* **Stored data entries**:
= Beginning of Section =

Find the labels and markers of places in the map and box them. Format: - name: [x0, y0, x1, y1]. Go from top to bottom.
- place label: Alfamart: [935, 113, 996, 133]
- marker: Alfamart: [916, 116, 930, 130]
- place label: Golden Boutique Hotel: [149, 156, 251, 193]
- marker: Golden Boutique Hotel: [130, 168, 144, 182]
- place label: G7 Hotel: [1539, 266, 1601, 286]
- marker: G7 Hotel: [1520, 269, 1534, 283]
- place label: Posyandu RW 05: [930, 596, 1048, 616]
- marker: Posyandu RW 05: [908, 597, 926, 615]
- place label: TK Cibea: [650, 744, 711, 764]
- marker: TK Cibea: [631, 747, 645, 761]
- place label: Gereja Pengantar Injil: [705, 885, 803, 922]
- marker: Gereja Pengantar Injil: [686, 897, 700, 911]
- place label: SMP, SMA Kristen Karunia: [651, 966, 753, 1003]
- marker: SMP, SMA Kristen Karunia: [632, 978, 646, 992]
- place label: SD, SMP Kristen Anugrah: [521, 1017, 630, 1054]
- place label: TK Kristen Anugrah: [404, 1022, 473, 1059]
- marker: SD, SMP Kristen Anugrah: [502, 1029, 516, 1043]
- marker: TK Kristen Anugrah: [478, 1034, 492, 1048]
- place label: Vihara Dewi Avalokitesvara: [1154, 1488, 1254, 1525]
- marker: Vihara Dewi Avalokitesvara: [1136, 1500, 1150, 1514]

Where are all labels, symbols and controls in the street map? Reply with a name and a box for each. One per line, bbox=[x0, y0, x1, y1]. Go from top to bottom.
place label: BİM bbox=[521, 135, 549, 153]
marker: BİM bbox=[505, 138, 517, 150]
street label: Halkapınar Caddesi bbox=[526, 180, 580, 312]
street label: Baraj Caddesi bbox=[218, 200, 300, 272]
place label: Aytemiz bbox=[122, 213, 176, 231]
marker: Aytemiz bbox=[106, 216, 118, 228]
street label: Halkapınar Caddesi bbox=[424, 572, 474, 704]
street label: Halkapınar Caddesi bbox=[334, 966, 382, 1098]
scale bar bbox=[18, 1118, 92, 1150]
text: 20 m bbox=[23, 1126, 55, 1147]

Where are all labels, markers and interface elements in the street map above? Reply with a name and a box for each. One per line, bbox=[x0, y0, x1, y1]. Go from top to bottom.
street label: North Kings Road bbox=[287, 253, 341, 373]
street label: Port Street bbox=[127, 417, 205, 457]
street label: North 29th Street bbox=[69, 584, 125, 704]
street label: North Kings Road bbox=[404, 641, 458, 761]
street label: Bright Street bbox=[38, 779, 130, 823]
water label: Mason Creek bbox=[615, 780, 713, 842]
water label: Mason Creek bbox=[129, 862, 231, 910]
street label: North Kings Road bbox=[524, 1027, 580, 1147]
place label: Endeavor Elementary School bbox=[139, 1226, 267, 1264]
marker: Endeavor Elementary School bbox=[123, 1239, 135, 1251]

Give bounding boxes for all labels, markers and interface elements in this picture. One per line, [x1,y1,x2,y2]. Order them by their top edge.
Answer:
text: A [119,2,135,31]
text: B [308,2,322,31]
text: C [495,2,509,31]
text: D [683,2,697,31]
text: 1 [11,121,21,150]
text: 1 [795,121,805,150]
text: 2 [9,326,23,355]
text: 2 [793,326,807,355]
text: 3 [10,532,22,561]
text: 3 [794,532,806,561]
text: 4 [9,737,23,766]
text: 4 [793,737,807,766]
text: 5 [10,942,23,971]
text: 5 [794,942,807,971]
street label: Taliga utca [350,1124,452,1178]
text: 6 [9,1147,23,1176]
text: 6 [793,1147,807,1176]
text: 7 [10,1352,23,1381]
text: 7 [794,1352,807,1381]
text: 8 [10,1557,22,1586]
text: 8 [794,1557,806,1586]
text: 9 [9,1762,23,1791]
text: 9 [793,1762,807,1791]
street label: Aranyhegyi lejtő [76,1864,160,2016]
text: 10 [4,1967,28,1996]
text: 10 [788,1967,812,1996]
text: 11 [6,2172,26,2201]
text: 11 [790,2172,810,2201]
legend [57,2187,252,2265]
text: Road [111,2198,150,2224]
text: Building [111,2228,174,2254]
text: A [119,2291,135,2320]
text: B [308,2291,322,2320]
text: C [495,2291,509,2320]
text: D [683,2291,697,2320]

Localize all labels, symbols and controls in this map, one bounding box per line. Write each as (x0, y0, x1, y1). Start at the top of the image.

= End of Section =

* **YOUR TASK**:
The reply should consist of one number, the count of lines above with the string "bounding" in them.

* **RESULT OF THE TASK**:
2